▶ **Task brief**
Please keep to the lines below from the one with "position:absolute; left:1084px; top:32px;" through the one with "display:grid; place-items:center; width:68px;", and restate them word for word, ends included.

▶ **Records supplied**
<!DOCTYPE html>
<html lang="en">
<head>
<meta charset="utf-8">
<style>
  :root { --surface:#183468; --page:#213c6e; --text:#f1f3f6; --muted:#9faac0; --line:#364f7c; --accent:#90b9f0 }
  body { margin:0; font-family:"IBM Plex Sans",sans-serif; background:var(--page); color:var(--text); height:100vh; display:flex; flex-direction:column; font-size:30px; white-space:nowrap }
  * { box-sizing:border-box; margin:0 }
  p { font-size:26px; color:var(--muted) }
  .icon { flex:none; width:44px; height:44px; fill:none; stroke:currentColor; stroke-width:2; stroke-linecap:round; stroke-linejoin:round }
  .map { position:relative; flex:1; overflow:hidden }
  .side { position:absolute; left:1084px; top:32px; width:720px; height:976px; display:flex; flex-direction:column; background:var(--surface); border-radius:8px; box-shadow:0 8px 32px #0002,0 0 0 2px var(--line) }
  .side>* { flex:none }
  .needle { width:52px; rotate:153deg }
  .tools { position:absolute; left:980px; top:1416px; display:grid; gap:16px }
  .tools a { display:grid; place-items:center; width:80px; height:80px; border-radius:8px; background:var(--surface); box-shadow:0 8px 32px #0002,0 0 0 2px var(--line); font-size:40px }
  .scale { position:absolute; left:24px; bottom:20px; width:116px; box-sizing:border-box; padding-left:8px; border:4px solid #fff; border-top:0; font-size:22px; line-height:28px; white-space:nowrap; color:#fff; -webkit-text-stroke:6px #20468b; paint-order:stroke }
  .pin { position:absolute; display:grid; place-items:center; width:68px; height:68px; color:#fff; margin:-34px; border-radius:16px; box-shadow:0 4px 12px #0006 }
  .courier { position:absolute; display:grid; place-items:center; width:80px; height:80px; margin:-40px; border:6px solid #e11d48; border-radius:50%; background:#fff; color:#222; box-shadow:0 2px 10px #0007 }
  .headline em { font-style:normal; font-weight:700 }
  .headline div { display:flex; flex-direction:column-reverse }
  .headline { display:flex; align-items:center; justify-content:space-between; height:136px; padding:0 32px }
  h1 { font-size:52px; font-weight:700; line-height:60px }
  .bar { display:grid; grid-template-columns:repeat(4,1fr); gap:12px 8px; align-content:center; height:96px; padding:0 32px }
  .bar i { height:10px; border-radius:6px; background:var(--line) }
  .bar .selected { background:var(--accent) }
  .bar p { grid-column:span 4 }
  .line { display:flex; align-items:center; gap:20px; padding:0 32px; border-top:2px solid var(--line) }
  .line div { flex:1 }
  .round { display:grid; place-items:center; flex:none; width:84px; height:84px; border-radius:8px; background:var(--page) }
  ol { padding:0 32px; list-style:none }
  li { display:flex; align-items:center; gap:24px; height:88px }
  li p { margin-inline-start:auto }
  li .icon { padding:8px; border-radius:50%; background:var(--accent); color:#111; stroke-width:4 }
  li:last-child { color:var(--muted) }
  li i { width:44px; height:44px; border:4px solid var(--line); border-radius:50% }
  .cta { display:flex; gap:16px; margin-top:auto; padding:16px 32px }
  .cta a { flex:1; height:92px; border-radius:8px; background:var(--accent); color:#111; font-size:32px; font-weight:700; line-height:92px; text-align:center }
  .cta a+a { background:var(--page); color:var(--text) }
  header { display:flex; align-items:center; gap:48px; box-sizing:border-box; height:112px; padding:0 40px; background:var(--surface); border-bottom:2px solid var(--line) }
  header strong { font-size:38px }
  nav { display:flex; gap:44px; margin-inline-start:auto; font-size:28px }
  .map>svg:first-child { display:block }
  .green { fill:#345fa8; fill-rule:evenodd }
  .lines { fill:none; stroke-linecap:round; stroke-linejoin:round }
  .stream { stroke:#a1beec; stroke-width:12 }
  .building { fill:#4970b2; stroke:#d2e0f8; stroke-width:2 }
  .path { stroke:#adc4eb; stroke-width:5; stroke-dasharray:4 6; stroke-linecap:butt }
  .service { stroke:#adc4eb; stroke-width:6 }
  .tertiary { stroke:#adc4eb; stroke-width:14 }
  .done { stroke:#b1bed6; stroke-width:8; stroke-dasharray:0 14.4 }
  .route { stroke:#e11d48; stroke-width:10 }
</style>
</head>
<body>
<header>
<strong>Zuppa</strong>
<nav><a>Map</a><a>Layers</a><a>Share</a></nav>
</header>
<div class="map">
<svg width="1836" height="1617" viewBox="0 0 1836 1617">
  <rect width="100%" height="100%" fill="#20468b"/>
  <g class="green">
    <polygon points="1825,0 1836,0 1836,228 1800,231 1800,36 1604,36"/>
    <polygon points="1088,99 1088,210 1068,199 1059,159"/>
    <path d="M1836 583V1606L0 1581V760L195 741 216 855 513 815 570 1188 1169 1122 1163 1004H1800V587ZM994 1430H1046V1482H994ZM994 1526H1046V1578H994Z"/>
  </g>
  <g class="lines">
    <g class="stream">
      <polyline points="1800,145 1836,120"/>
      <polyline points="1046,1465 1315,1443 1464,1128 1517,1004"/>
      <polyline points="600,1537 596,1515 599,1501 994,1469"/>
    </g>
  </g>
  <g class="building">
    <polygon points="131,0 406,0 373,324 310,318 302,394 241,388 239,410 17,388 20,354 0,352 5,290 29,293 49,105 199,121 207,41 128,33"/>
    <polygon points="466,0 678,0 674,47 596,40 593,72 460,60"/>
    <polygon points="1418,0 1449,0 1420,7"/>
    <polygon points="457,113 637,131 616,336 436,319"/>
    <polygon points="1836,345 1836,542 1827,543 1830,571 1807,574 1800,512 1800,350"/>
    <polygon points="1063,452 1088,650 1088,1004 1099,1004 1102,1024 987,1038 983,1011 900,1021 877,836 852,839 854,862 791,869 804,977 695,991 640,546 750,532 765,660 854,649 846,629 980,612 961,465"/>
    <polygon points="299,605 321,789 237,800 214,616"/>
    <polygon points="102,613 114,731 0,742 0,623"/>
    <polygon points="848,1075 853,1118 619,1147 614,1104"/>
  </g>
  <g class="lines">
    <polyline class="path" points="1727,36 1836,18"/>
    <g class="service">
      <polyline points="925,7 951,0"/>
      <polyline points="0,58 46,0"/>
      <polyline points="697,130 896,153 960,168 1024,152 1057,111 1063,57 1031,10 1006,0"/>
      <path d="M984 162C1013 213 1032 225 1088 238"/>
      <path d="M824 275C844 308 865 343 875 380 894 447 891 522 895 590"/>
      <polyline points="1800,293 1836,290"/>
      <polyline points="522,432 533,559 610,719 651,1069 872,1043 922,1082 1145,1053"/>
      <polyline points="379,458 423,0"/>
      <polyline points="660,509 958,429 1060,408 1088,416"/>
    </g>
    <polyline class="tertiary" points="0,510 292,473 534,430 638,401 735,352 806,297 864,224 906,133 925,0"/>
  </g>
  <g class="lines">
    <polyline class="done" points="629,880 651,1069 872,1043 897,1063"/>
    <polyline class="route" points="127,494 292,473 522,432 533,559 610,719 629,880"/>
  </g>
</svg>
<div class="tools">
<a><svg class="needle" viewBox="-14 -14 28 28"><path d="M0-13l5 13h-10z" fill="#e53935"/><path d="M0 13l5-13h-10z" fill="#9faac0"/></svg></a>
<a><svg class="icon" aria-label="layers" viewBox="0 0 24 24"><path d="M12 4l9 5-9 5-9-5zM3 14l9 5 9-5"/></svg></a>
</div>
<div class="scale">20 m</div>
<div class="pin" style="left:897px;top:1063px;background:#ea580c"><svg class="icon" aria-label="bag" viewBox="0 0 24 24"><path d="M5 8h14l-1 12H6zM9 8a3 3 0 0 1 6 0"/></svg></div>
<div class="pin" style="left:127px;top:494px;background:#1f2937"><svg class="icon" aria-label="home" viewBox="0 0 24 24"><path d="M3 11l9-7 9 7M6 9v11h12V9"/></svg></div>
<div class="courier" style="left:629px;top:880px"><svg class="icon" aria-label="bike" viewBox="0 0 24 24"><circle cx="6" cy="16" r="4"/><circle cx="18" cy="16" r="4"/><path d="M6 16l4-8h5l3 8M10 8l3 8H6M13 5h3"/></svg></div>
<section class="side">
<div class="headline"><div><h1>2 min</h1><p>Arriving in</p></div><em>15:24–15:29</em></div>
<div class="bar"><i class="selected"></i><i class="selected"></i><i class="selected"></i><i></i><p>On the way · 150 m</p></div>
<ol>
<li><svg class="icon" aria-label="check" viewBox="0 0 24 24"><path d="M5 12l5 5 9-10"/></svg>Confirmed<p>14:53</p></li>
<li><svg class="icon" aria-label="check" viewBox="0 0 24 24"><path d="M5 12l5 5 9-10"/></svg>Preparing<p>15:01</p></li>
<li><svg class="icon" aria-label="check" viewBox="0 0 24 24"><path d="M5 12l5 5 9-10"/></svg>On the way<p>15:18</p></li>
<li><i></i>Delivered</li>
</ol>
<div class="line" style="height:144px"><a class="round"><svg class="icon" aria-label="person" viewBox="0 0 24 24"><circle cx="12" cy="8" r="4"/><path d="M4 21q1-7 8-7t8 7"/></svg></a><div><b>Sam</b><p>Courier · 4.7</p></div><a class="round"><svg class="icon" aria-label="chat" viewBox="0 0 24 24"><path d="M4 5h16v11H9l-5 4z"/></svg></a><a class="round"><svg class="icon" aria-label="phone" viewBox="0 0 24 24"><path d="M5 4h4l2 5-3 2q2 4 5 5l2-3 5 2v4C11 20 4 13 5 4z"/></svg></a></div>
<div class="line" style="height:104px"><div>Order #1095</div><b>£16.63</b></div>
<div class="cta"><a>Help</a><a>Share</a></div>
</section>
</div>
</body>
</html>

▶ **Expected answer**
  .side { position:absolute; left:1084px; top:32px; width:720px; height:976px; display:flex; flex-direction:column; background:var(--surface); border-radius:8px; box-shadow:0 8px 32px #0002,0 0 0 2px var(--line) }
  .side>* { flex:none }
  .needle { width:52px; rotate:153deg }
  .tools { position:absolute; left:980px; top:1416px; display:grid; gap:16px }
  .tools a { display:grid; place-items:center; width:80px; height:80px; border-radius:8px; background:var(--surface); box-shadow:0 8px 32px #0002,0 0 0 2px var(--line); font-size:40px }
  .scale { position:absolute; left:24px; bottom:20px; width:116px; box-sizing:border-box; padding-left:8px; border:4px solid #fff; border-top:0; font-size:22px; line-height:28px; white-space:nowrap; color:#fff; -webkit-text-stroke:6px #20468b; paint-order:stroke }
  .pin { position:absolute; display:grid; place-items:center; width:68px; height:68px; color:#fff; margin:-34px; border-radius:16px; box-shadow:0 4px 12px #0006 }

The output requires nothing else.